# [What is needed]
Reproduce every line of the material below exactly. No pictures belong in the copy.

START Data to use

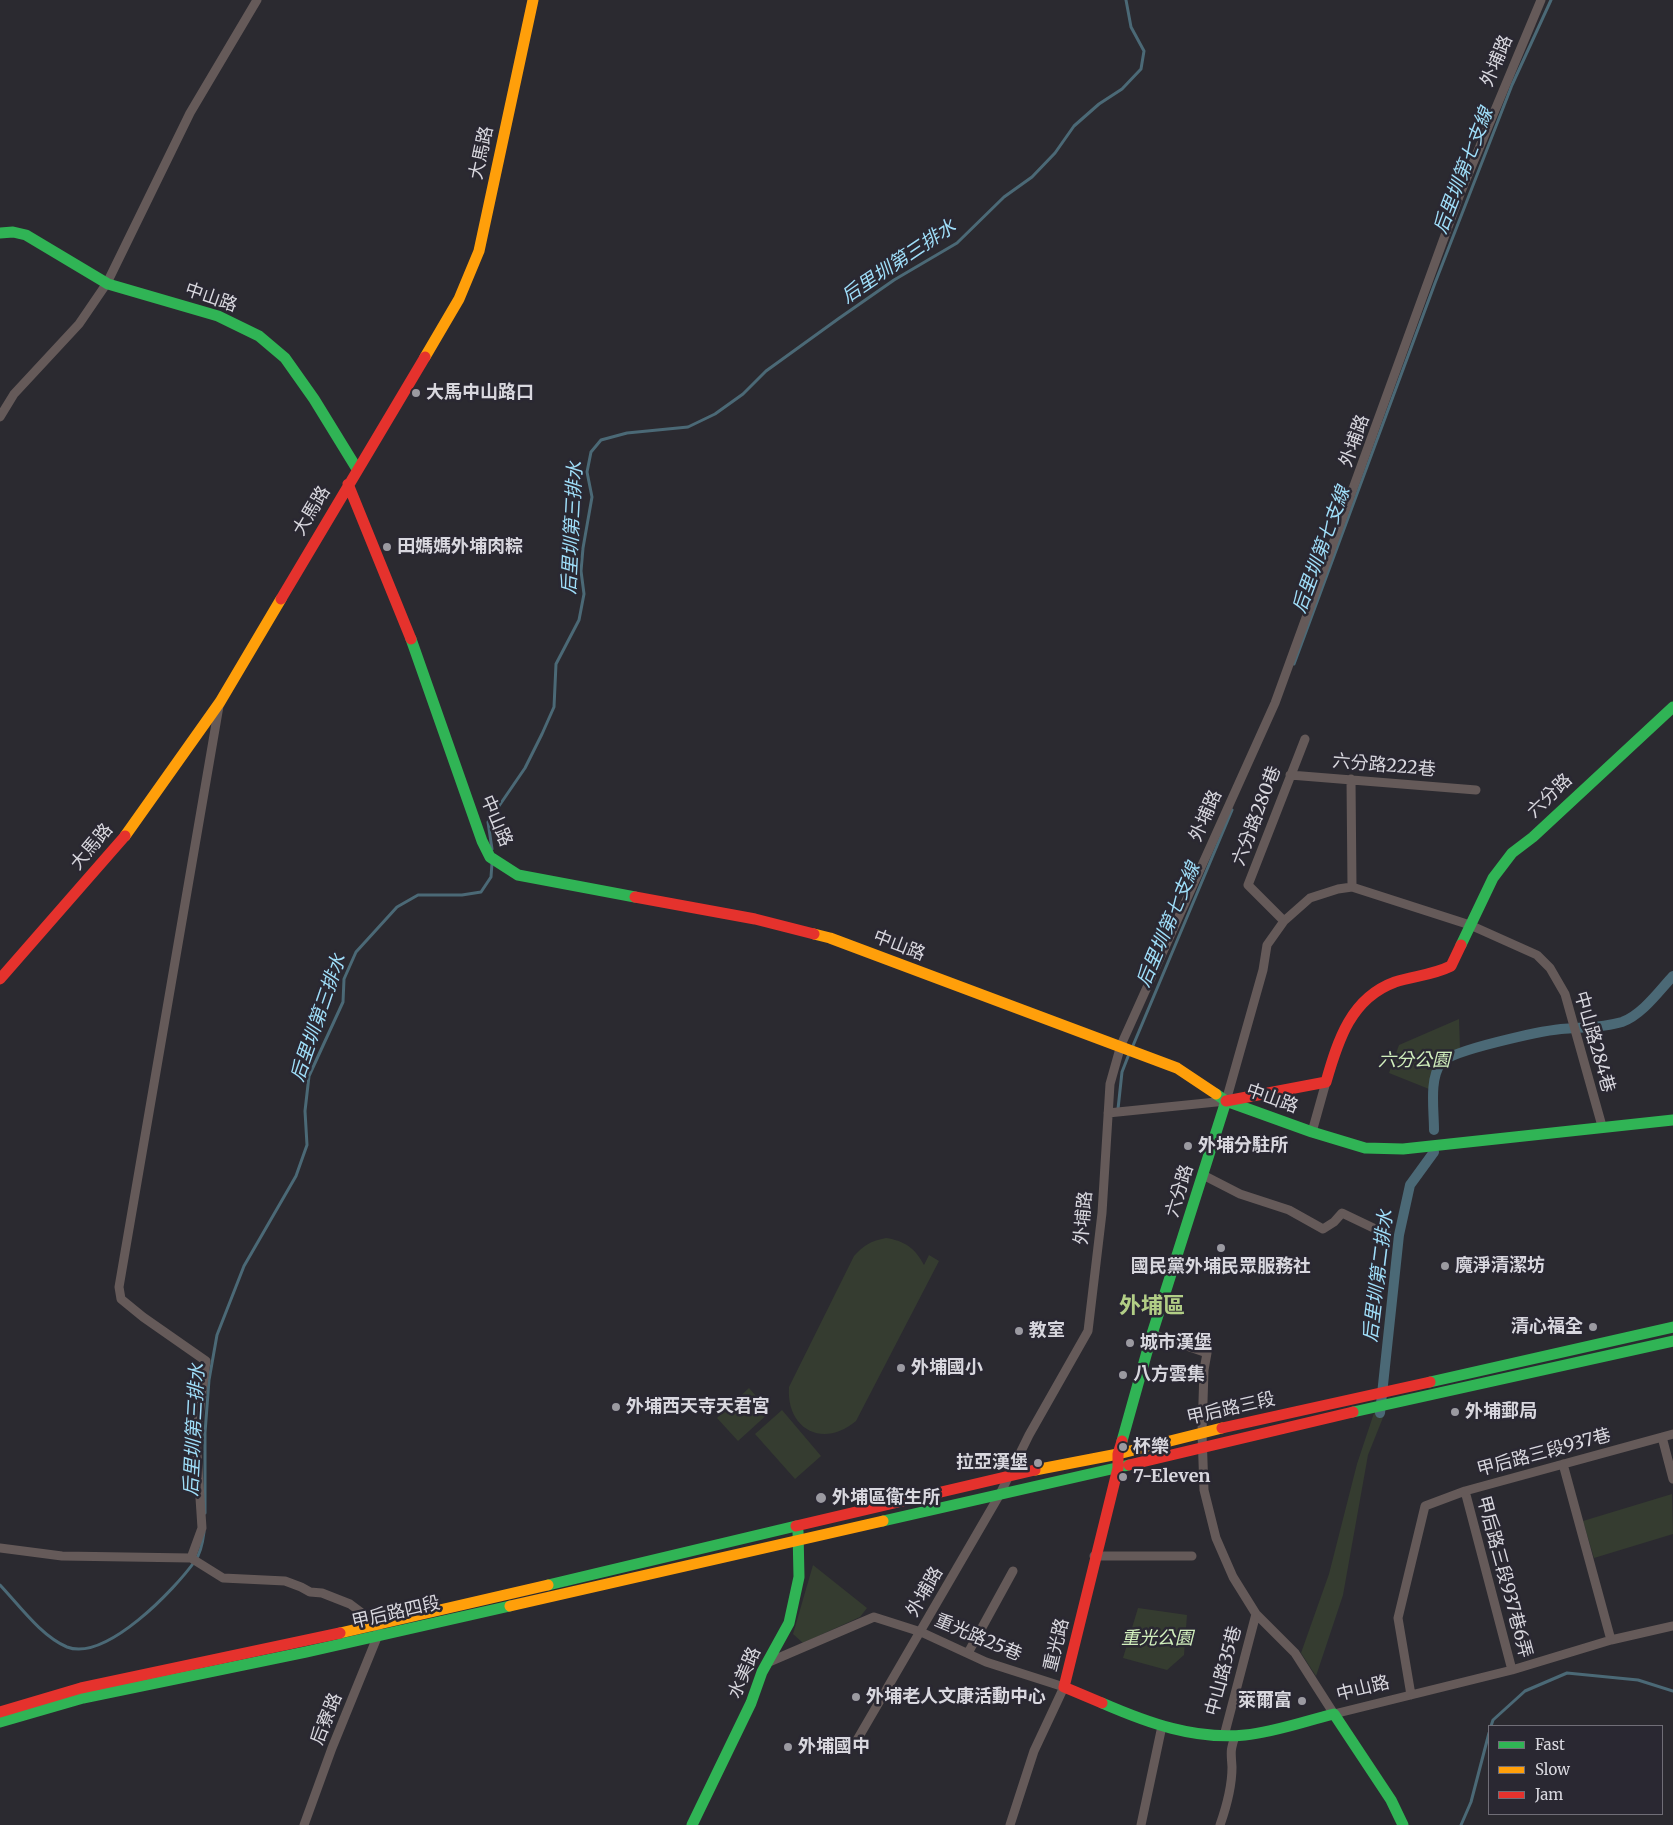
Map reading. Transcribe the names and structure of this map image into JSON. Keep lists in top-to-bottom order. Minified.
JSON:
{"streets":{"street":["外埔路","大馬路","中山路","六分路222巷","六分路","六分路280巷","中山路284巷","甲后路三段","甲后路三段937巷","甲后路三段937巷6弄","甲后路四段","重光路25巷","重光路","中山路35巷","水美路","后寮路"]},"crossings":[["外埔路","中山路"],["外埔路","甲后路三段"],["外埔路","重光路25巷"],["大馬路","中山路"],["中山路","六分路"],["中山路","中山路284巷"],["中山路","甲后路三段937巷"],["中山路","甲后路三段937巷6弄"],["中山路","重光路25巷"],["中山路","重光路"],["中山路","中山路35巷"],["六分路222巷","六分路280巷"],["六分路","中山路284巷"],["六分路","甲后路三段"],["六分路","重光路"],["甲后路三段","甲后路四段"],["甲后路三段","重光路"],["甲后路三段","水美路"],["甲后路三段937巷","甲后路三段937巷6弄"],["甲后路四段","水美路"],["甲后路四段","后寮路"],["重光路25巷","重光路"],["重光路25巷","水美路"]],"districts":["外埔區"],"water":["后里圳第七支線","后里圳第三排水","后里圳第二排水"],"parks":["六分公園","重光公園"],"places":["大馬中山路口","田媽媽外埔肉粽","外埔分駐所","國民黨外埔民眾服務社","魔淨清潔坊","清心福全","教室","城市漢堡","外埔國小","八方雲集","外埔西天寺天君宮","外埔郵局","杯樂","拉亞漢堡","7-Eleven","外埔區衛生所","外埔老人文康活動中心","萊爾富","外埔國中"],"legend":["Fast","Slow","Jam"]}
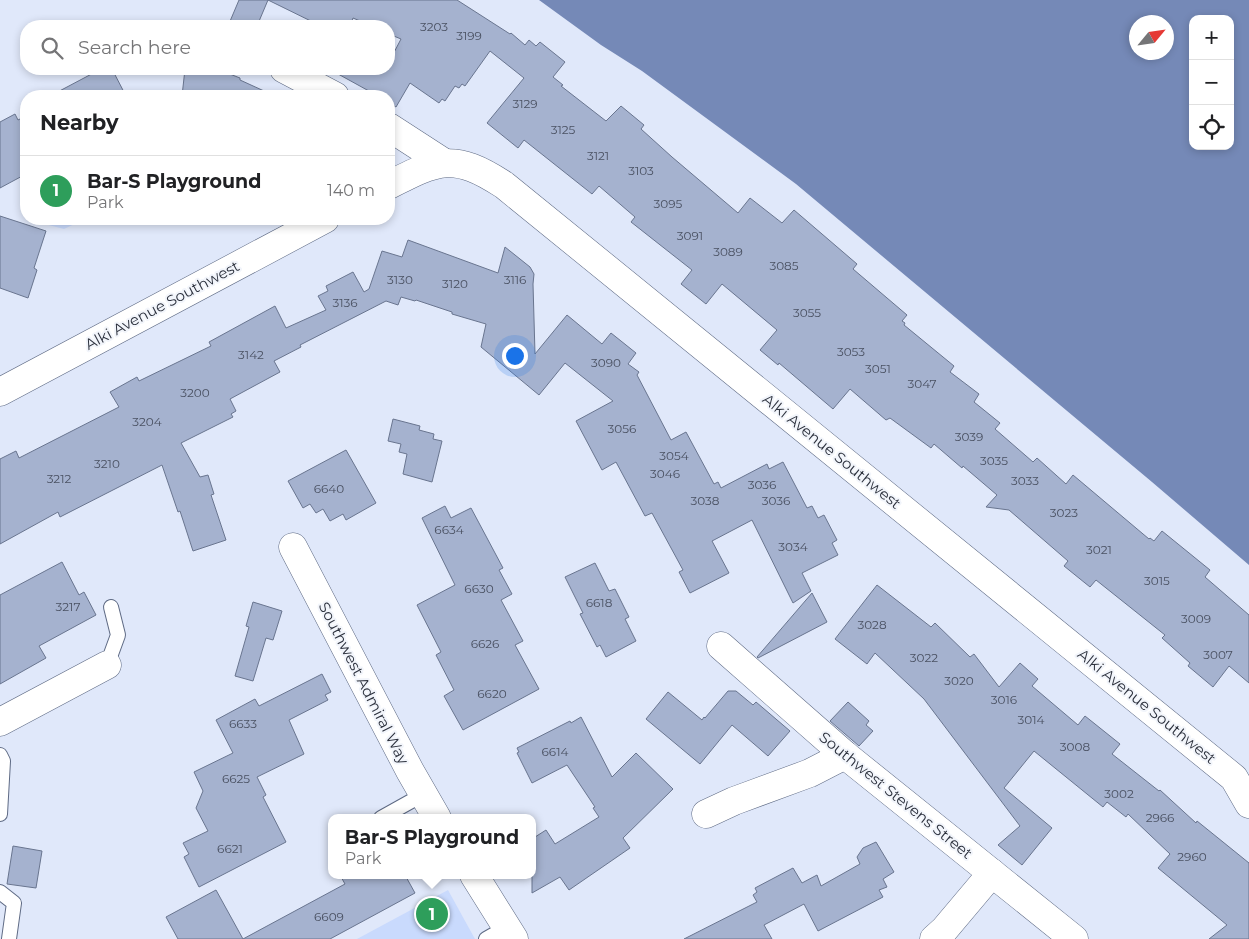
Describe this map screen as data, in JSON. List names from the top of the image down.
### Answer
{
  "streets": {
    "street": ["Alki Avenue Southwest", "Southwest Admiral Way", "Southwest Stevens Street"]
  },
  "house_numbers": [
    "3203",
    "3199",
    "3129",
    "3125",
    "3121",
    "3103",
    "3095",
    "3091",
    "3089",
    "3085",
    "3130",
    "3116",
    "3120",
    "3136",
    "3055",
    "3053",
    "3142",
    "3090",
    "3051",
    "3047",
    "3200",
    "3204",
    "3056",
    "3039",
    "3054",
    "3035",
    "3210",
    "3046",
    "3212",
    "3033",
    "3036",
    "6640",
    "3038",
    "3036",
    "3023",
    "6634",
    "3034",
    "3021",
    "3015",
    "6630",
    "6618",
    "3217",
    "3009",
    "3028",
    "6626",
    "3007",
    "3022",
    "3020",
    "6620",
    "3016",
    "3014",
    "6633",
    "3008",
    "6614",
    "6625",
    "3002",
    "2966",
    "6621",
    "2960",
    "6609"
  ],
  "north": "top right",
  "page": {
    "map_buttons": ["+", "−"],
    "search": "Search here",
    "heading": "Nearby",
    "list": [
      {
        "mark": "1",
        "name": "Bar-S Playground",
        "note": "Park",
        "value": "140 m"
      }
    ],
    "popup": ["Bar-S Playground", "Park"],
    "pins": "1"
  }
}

END Data to use

# [Exercise output]
Map reading. Transcribe the names and structure of this map image into JSON. Keep lists in top-to-bottom order. Minified.
JSON:
{"streets":{"street":["外埔路","大馬路","中山路","六分路222巷","六分路","六分路280巷","中山路284巷","甲后路三段","甲后路三段937巷","甲后路三段937巷6弄","甲后路四段","重光路25巷","重光路","中山路35巷","水美路","后寮路"]},"crossings":[["外埔路","中山路"],["外埔路","甲后路三段"],["外埔路","重光路25巷"],["大馬路","中山路"],["中山路","六分路"],["中山路","中山路284巷"],["中山路","甲后路三段937巷"],["中山路","甲后路三段937巷6弄"],["中山路","重光路25巷"],["中山路","重光路"],["中山路","中山路35巷"],["六分路222巷","六分路280巷"],["六分路","中山路284巷"],["六分路","甲后路三段"],["六分路","重光路"],["甲后路三段","甲后路四段"],["甲后路三段","重光路"],["甲后路三段","水美路"],["甲后路三段937巷","甲后路三段937巷6弄"],["甲后路四段","水美路"],["甲后路四段","后寮路"],["重光路25巷","重光路"],["重光路25巷","水美路"]],"districts":["外埔區"],"water":["后里圳第七支線","后里圳第三排水","后里圳第二排水"],"parks":["六分公園","重光公園"],"places":["大馬中山路口","田媽媽外埔肉粽","外埔分駐所","國民黨外埔民眾服務社","魔淨清潔坊","清心福全","教室","城市漢堡","外埔國小","八方雲集","外埔西天寺天君宮","外埔郵局","杯樂","拉亞漢堡","7-Eleven","外埔區衛生所","外埔老人文康活動中心","萊爾富","外埔國中"],"legend":["Fast","Slow","Jam"]}
Describe this map screen as data, in JSON. List names from the top of the image down.
### Answer
{
  "streets": {
    "street": ["Alki Avenue Southwest", "Southwest Admiral Way", "Southwest Stevens Street"]
  },
  "house_numbers": [
    "3203",
    "3199",
    "3129",
    "3125",
    "3121",
    "3103",
    "3095",
    "3091",
    "3089",
    "3085",
    "3130",
    "3116",
    "3120",
    "3136",
    "3055",
    "3053",
    "3142",
    "3090",
    "3051",
    "3047",
    "3200",
    "3204",
    "3056",
    "3039",
    "3054",
    "3035",
    "3210",
    "3046",
    "3212",
    "3033",
    "3036",
    "6640",
    "3038",
    "3036",
    "3023",
    "6634",
    "3034",
    "3021",
    "3015",
    "6630",
    "6618",
    "3217",
    "3009",
    "3028",
    "6626",
    "3007",
    "3022",
    "3020",
    "6620",
    "3016",
    "3014",
    "6633",
    "3008",
    "6614",
    "6625",
    "3002",
    "2966",
    "6621",
    "2960",
    "6609"
  ],
  "north": "top right",
  "page": {
    "map_buttons": ["+", "−"],
    "search": "Search here",
    "heading": "Nearby",
    "list": [
      {
        "mark": "1",
        "name": "Bar-S Playground",
        "note": "Park",
        "value": "140 m"
      }
    ],
    "popup": ["Bar-S Playground", "Park"],
    "pins": "1"
  }
}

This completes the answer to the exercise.